### DIRECTIONS FOR THIS TASK
Below are some records. Pull every line that contains the word "JSON".

### DATA FOR THIS TASK
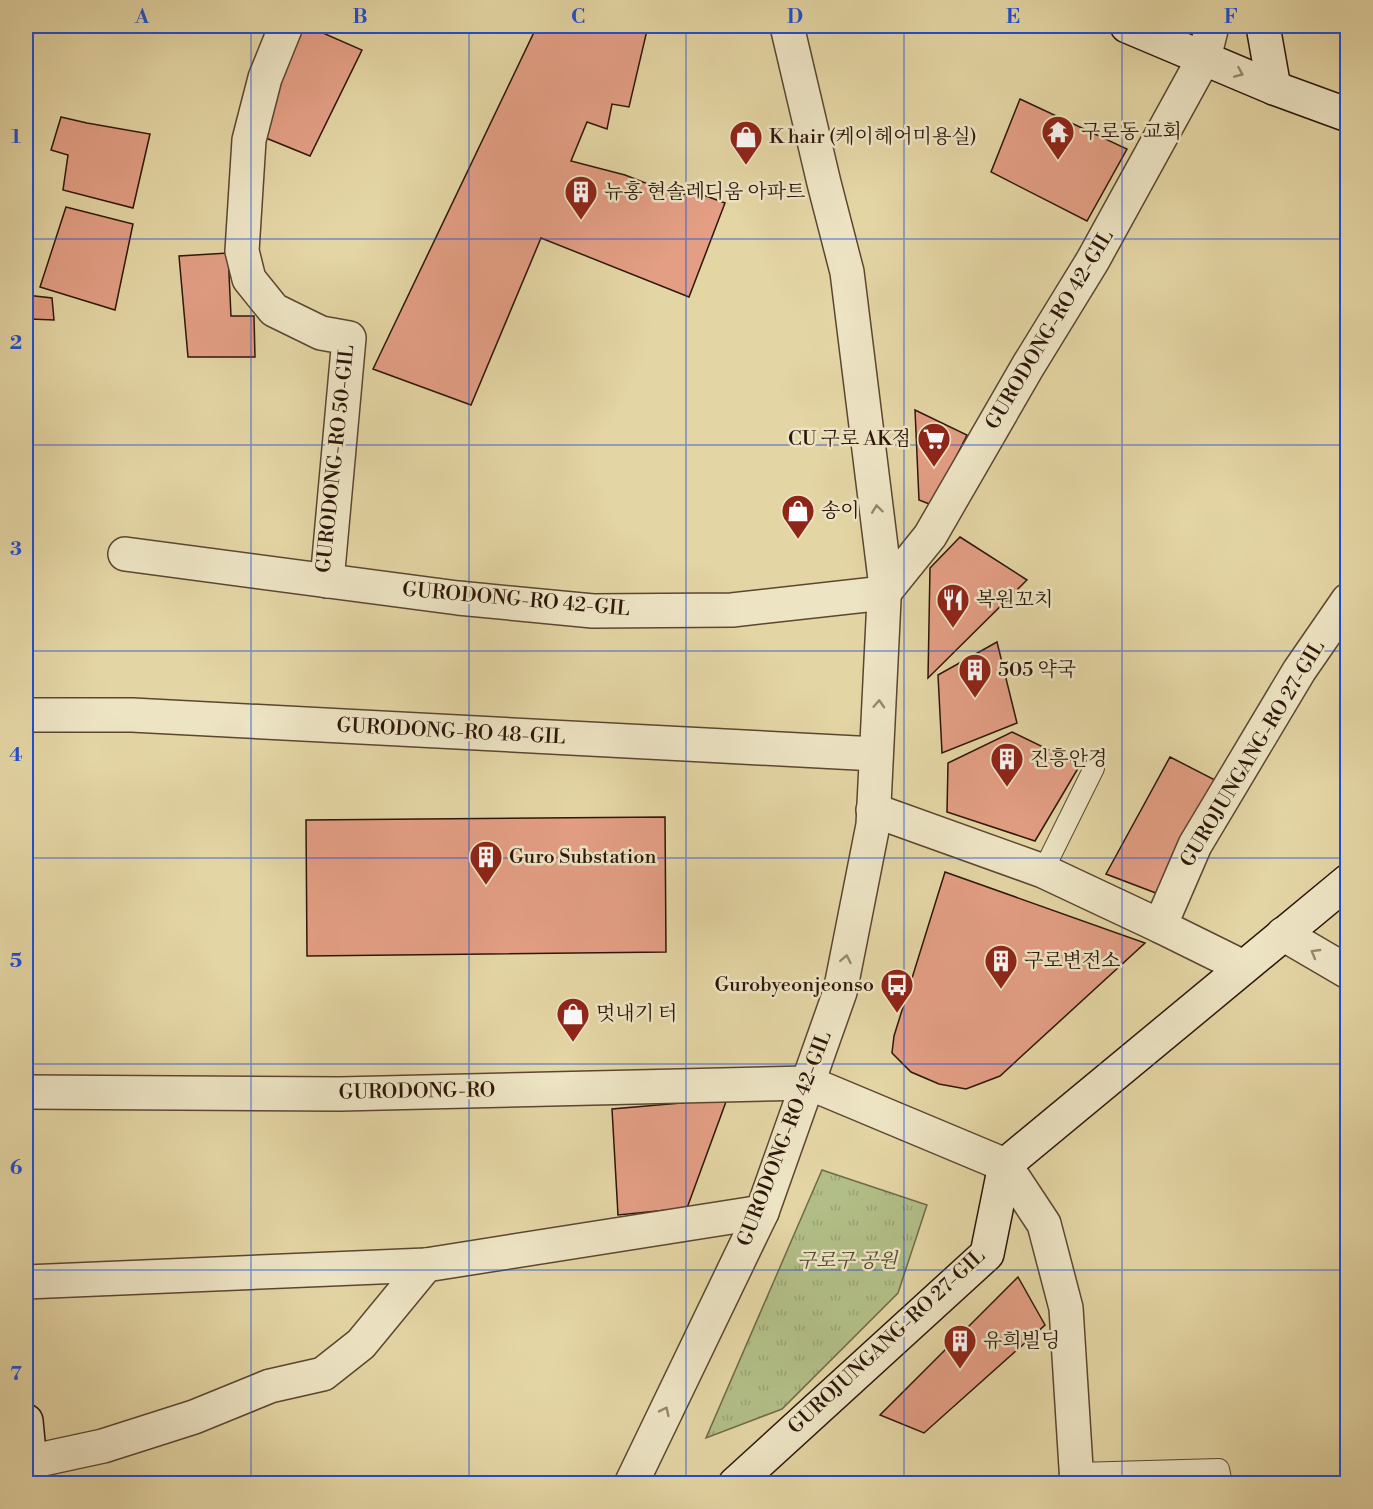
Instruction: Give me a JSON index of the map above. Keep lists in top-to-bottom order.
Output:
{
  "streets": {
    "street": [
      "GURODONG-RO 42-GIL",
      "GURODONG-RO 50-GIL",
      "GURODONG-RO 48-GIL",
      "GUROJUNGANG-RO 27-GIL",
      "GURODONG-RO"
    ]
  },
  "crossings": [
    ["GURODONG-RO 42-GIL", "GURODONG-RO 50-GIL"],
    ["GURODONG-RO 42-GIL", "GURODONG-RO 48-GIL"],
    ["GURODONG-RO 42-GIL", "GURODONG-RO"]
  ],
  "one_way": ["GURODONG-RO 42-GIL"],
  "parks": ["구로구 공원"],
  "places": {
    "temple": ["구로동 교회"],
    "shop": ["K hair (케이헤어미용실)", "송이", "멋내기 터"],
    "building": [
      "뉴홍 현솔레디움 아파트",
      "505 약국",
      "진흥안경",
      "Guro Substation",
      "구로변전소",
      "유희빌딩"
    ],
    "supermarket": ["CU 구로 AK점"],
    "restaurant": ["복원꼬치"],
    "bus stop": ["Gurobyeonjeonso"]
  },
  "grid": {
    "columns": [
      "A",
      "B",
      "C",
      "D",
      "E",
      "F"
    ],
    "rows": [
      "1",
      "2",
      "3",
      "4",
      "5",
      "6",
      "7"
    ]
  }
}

...

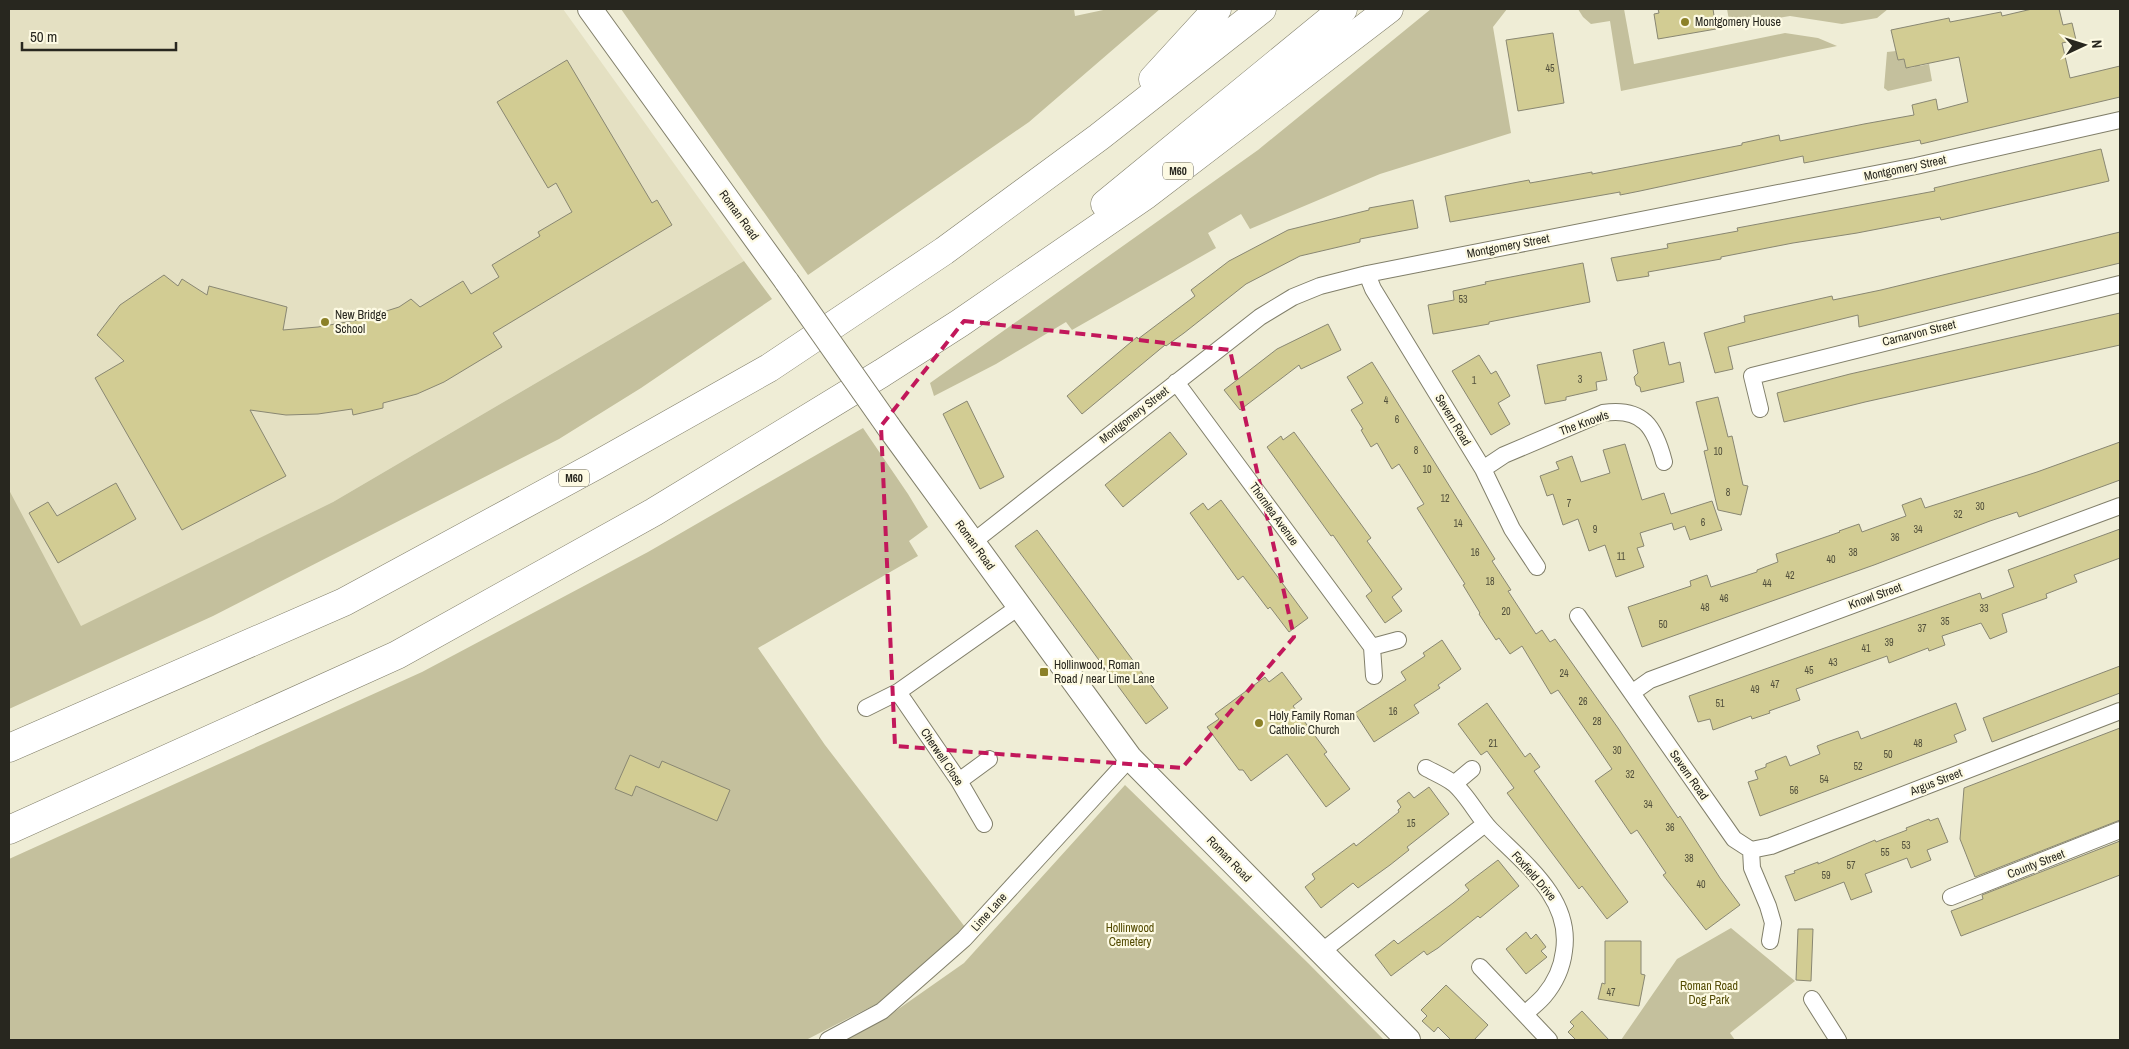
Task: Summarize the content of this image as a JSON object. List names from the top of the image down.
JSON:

### COMPLETED TASK
Instruction: Give me a JSON index of the map above. Keep lists in top-to-bottom order.
Task: Summarize the content of this image as a JSON object. List names from the top of the image down.
JSON:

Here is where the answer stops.